## What is being asked
Restate the lines exactly, starting at the line that contains "Describe this page" and finishing with the final line of the records.

## Information given
■ ■ ■ ■
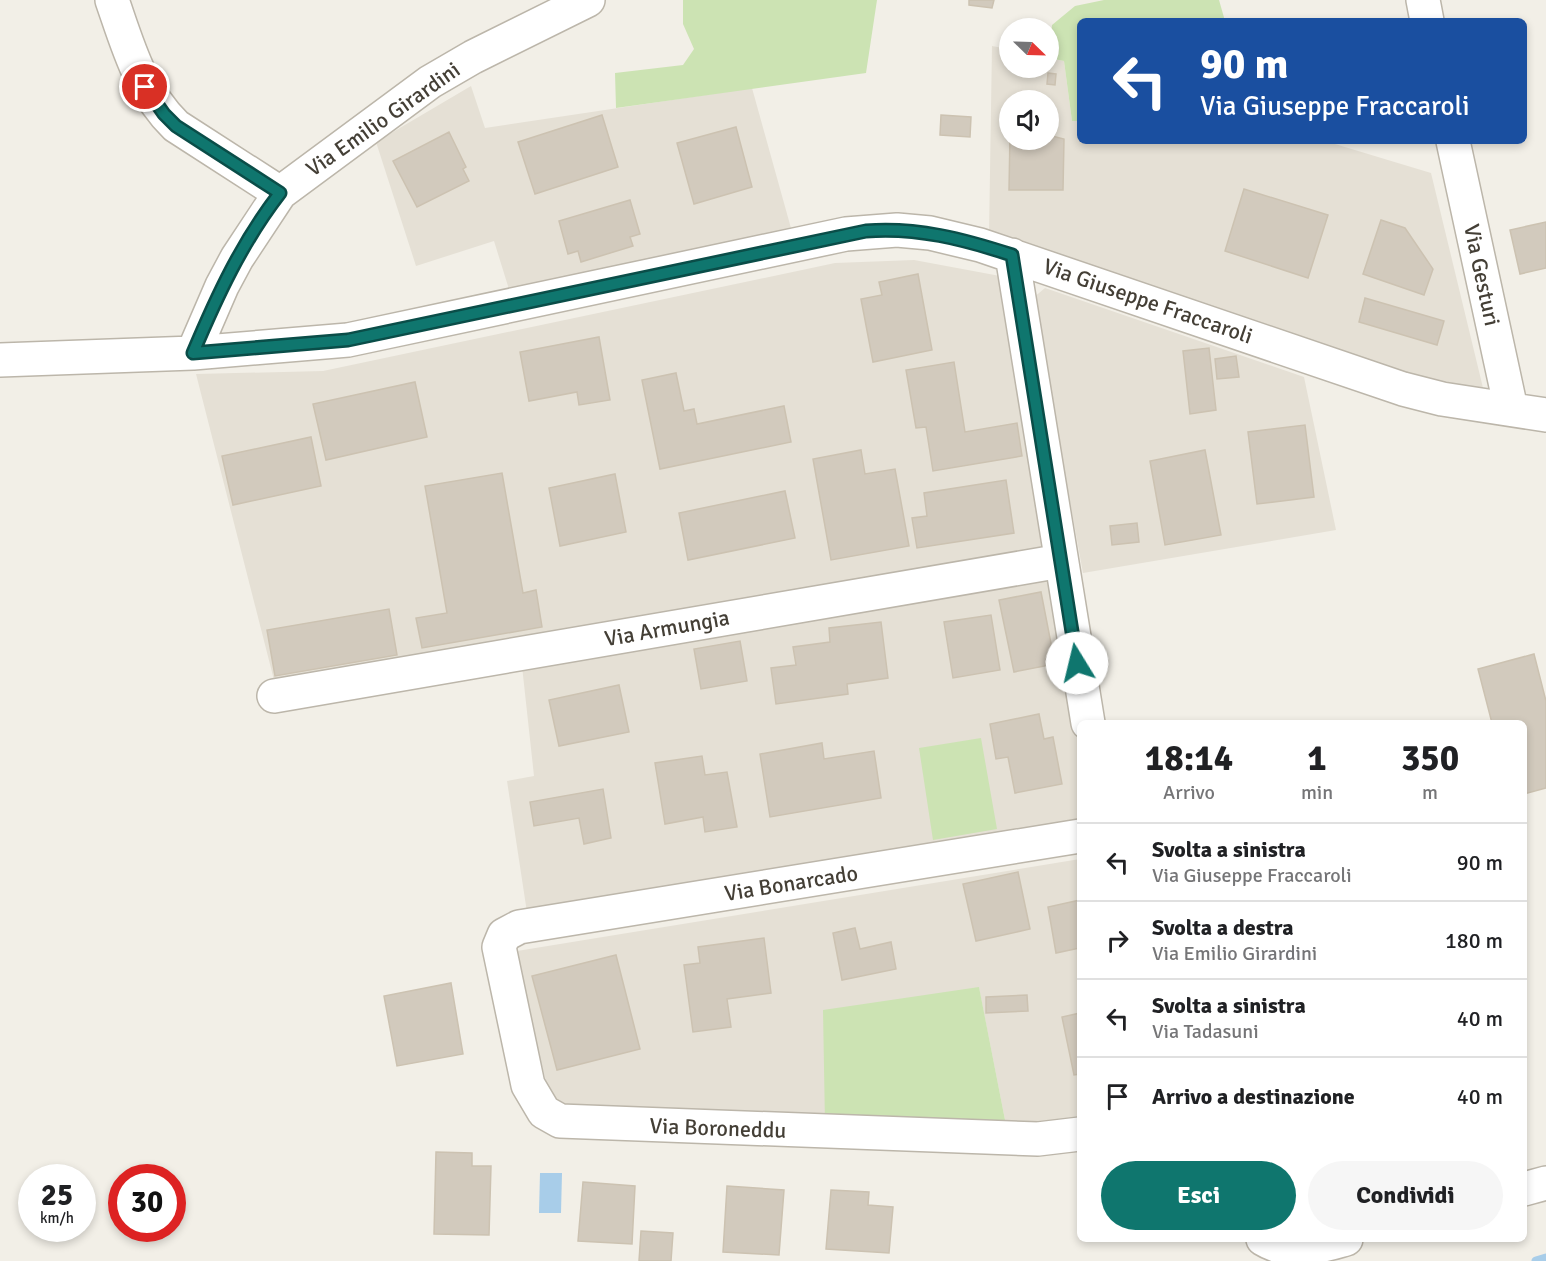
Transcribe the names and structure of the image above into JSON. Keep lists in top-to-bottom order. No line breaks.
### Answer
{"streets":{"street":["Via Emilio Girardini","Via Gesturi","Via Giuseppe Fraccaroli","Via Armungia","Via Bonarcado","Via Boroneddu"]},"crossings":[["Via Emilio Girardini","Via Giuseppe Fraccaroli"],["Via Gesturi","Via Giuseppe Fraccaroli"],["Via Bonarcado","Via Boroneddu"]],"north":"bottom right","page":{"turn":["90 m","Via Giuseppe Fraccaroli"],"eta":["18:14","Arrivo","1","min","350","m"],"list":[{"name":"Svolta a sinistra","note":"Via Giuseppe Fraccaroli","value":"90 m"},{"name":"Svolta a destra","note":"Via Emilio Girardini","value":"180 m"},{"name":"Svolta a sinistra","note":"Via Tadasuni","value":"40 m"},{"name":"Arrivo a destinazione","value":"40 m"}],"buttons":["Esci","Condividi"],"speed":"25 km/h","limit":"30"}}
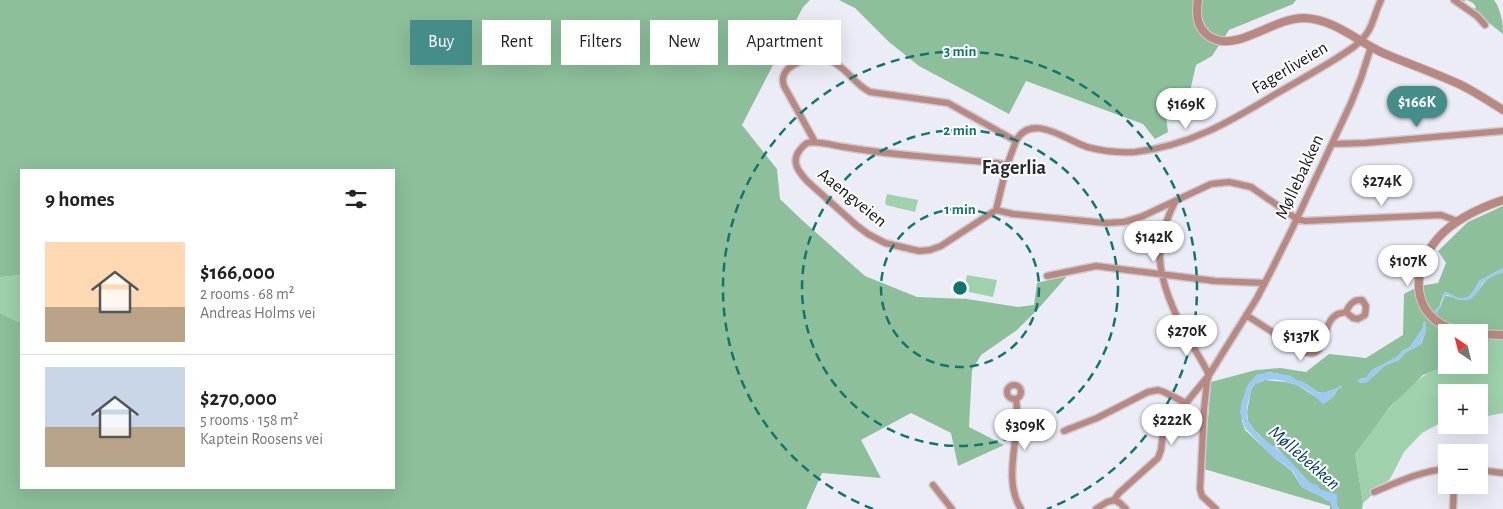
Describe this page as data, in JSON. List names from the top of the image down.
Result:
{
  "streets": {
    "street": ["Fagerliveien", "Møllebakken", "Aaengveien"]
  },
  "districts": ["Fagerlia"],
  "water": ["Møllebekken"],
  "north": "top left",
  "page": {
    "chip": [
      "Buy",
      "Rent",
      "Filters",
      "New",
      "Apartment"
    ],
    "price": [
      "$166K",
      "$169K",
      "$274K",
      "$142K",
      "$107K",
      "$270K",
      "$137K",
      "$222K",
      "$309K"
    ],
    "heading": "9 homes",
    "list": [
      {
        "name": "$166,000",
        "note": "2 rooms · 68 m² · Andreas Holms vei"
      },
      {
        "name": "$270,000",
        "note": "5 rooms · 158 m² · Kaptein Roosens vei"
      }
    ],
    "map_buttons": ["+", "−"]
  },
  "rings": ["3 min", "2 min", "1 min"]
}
■ ■ ■ ■
## Solution for this problem
Describe this page as data, in JSON. List names from the top of the image down.
Result:
{
  "streets": {
    "street": ["Fagerliveien", "Møllebakken", "Aaengveien"]
  },
  "districts": ["Fagerlia"],
  "water": ["Møllebekken"],
  "north": "top left",
  "page": {
    "chip": [
      "Buy",
      "Rent",
      "Filters",
      "New",
      "Apartment"
    ],
    "price": [
      "$166K",
      "$169K",
      "$274K",
      "$142K",
      "$107K",
      "$270K",
      "$137K",
      "$222K",
      "$309K"
    ],
    "heading": "9 homes",
    "list": [
      {
        "name": "$166,000",
        "note": "2 rooms · 68 m² · Andreas Holms vei"
      },
      {
        "name": "$270,000",
        "note": "5 rooms · 158 m² · Kaptein Roosens vei"
      }
    ],
    "map_buttons": ["+", "−"]
  },
  "rings": ["3 min", "2 min", "1 min"]
}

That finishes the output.